— EXERCISE MATERIAL —

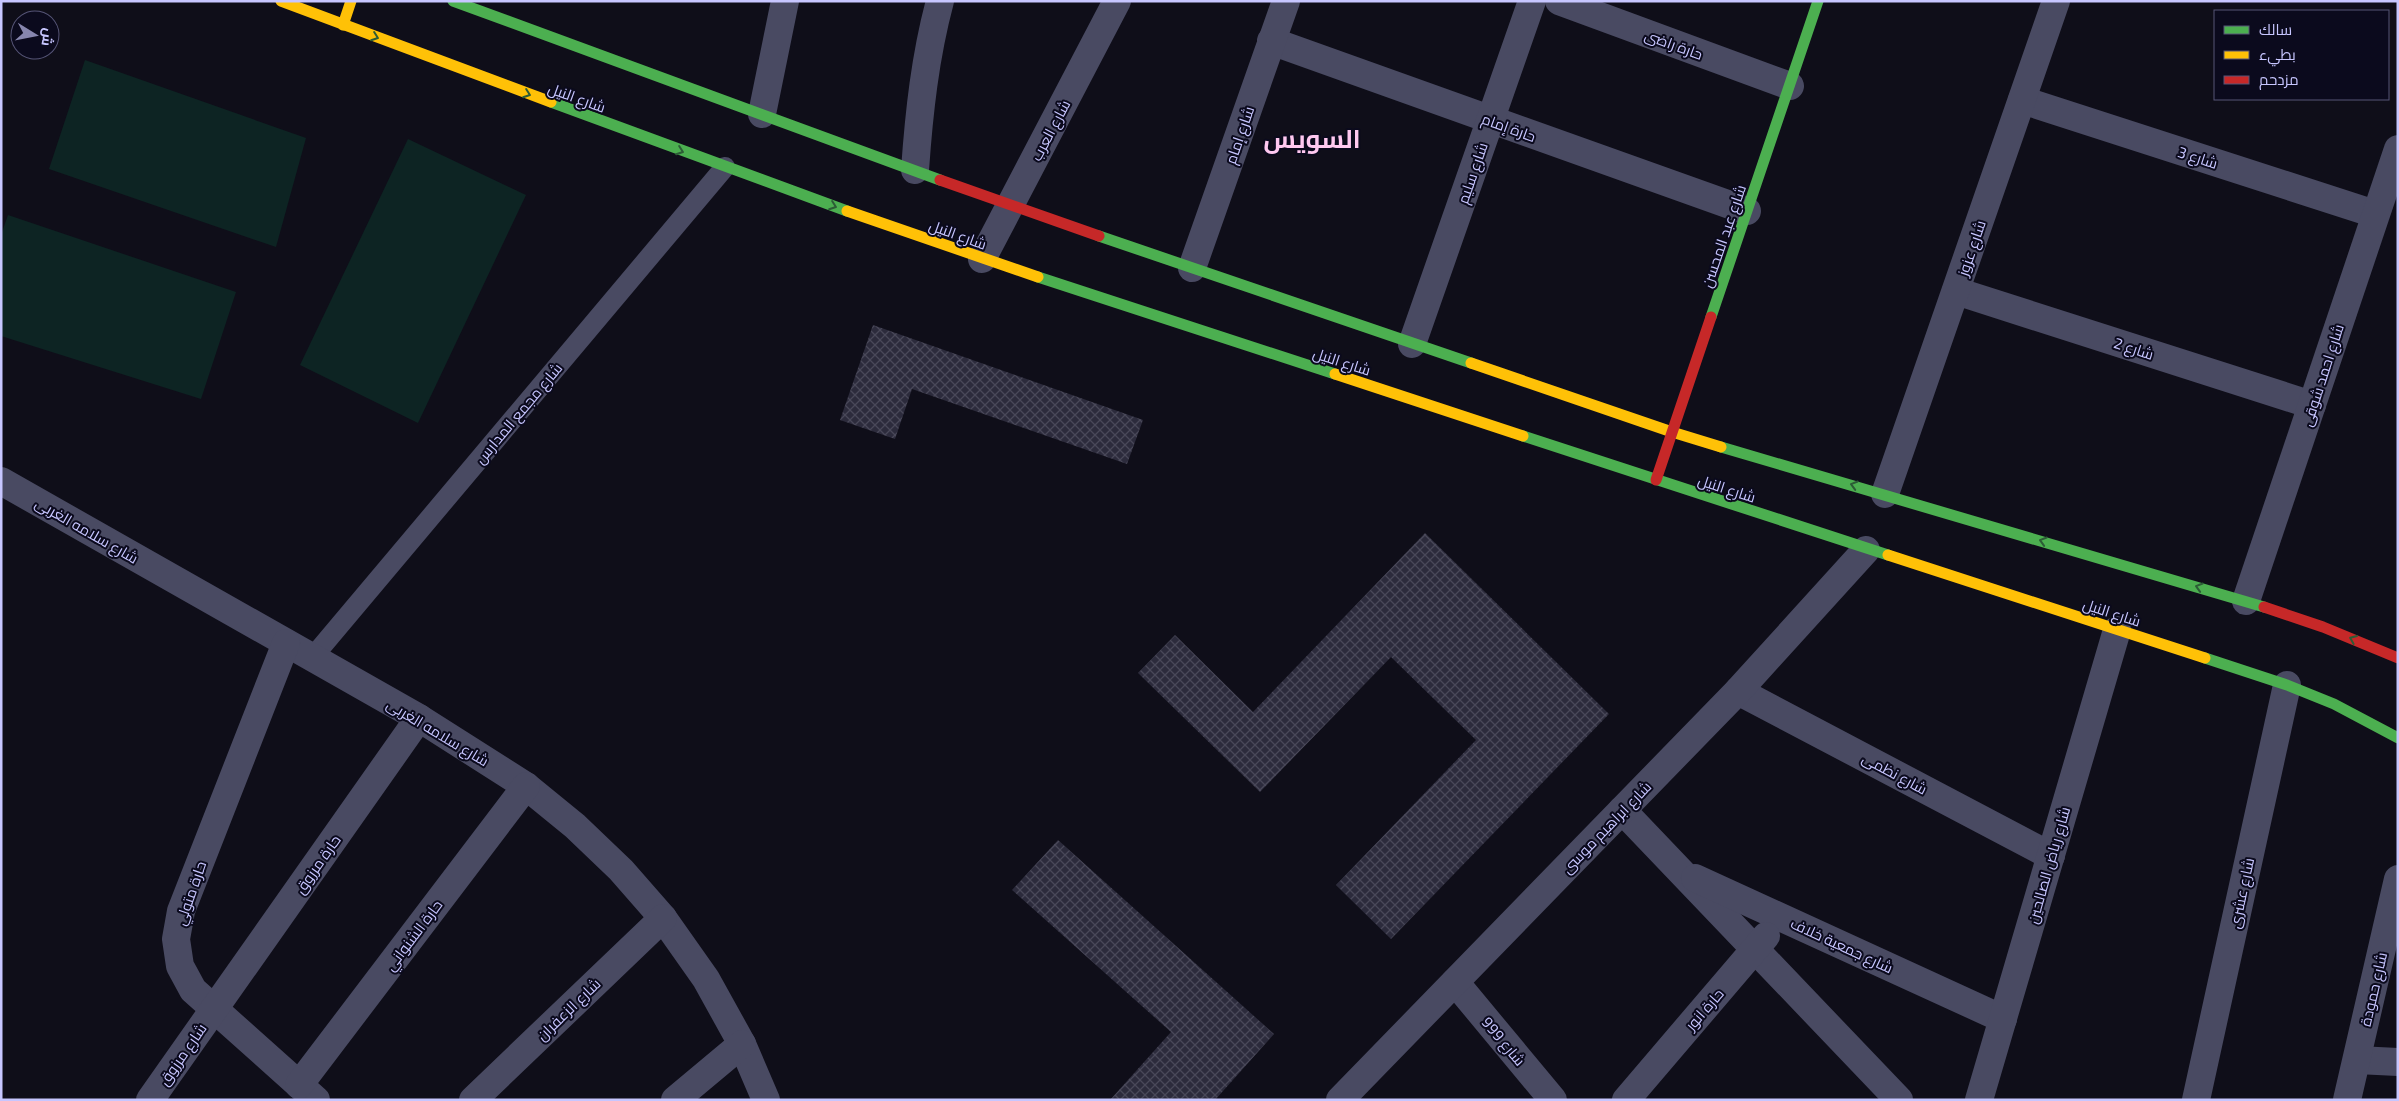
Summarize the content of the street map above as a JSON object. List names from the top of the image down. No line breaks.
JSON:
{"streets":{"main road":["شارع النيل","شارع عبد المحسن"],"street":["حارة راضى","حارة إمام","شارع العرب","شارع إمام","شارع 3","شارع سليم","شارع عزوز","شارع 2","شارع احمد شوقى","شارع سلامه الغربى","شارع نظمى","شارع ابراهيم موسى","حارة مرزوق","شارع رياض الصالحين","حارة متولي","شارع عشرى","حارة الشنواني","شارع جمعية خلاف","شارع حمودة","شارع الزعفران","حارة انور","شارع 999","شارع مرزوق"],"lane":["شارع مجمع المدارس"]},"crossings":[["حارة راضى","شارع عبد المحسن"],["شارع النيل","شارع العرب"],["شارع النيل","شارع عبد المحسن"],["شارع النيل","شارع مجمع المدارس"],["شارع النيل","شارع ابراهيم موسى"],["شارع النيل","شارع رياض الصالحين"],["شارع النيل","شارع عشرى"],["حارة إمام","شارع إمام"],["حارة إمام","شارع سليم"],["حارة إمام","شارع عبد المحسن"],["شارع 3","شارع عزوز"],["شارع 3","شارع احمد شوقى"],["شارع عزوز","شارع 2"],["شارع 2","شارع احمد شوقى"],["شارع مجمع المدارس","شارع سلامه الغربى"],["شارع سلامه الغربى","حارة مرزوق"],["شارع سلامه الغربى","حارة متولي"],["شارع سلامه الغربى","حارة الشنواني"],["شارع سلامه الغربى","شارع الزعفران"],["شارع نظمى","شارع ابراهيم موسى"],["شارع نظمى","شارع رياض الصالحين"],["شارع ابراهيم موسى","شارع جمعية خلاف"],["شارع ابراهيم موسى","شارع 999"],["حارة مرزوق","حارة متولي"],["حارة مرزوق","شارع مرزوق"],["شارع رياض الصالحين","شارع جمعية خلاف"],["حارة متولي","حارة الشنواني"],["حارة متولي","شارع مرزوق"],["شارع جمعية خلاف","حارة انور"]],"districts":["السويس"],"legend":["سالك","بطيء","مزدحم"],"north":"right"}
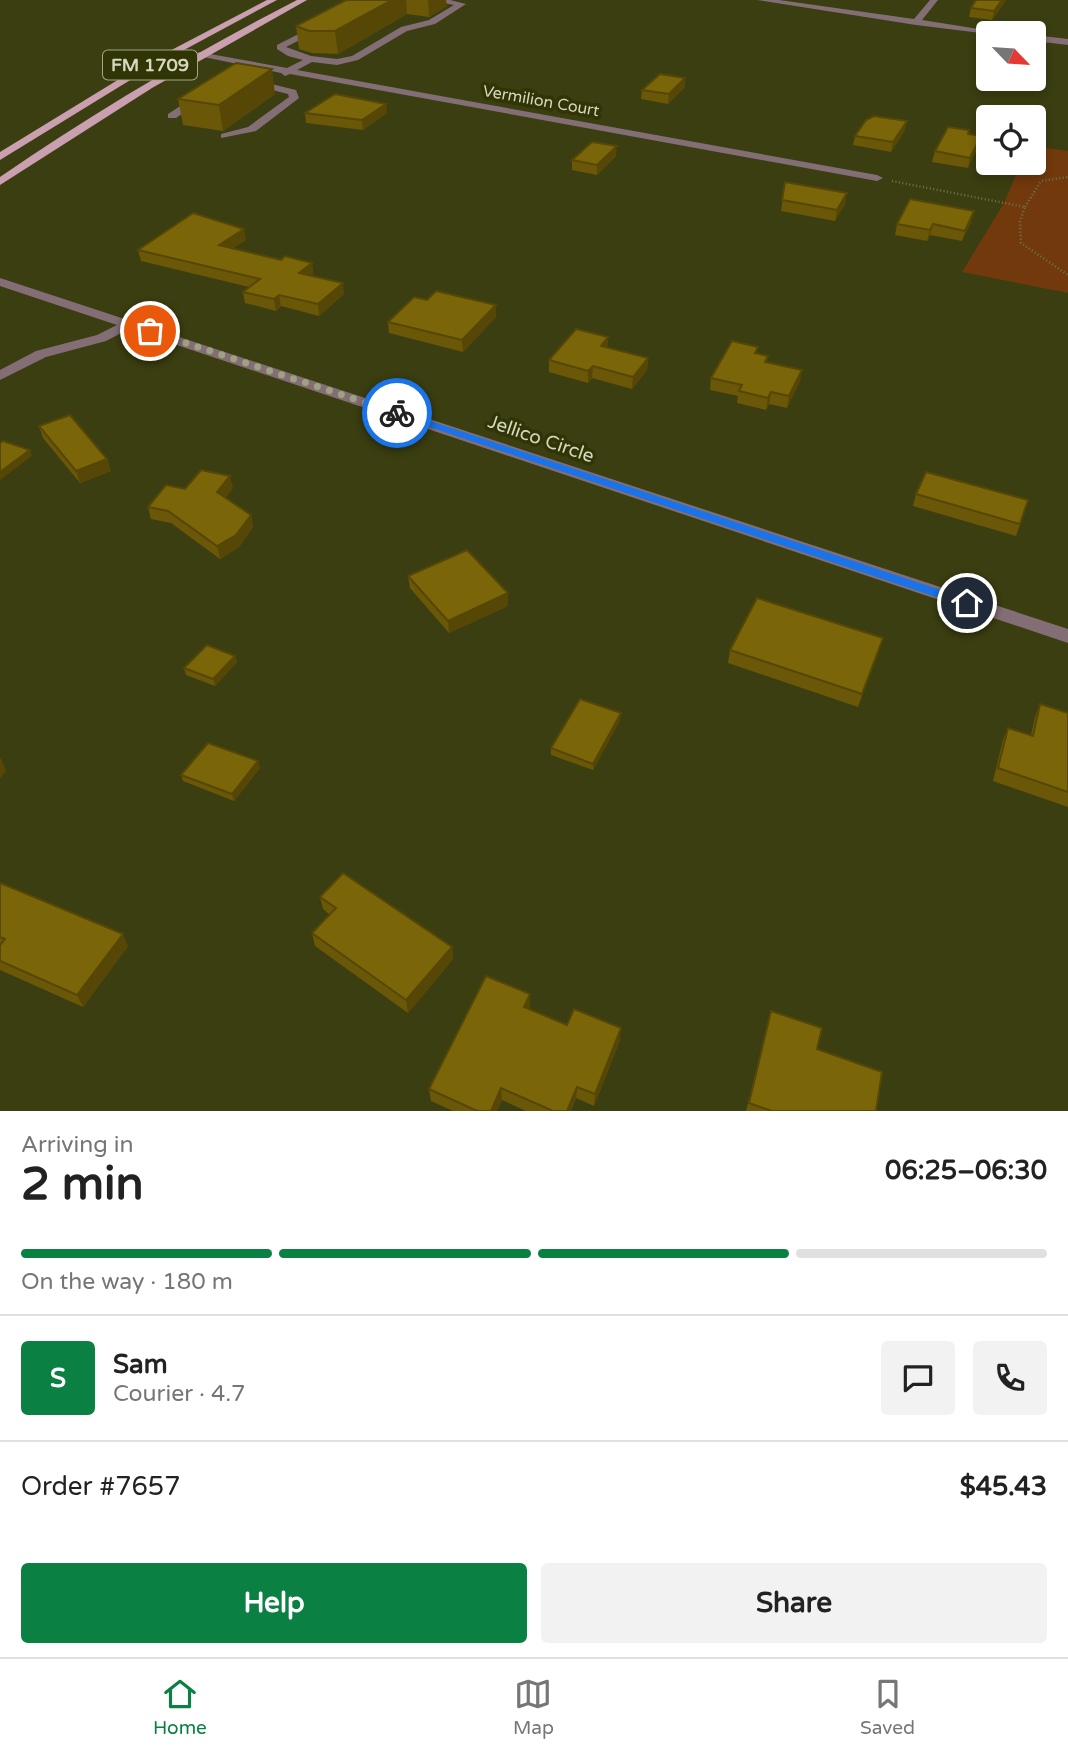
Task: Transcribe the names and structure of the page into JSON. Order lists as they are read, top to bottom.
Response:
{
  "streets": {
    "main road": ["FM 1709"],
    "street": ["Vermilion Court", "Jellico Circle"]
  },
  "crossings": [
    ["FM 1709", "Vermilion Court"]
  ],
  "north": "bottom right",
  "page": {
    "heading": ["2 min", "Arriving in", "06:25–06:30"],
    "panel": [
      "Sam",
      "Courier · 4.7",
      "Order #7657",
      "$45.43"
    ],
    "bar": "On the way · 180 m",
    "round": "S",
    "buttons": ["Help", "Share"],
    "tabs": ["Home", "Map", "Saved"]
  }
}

— TASK INSTRUCTIONS —
Everything from the line holding "Task: Transcribe the" through the final line of the material must be given again exactly, and nothing outside that stretch.

— EXPECTED ANSWER —
Task: Transcribe the names and structure of the page into JSON. Order lists as they are read, top to bottom.
Response:
{
  "streets": {
    "main road": ["FM 1709"],
    "street": ["Vermilion Court", "Jellico Circle"]
  },
  "crossings": [
    ["FM 1709", "Vermilion Court"]
  ],
  "north": "bottom right",
  "page": {
    "heading": ["2 min", "Arriving in", "06:25–06:30"],
    "panel": [
      "Sam",
      "Courier · 4.7",
      "Order #7657",
      "$45.43"
    ],
    "bar": "On the way · 180 m",
    "round": "S",
    "buttons": ["Help", "Share"],
    "tabs": ["Home", "Map", "Saved"]
  }
}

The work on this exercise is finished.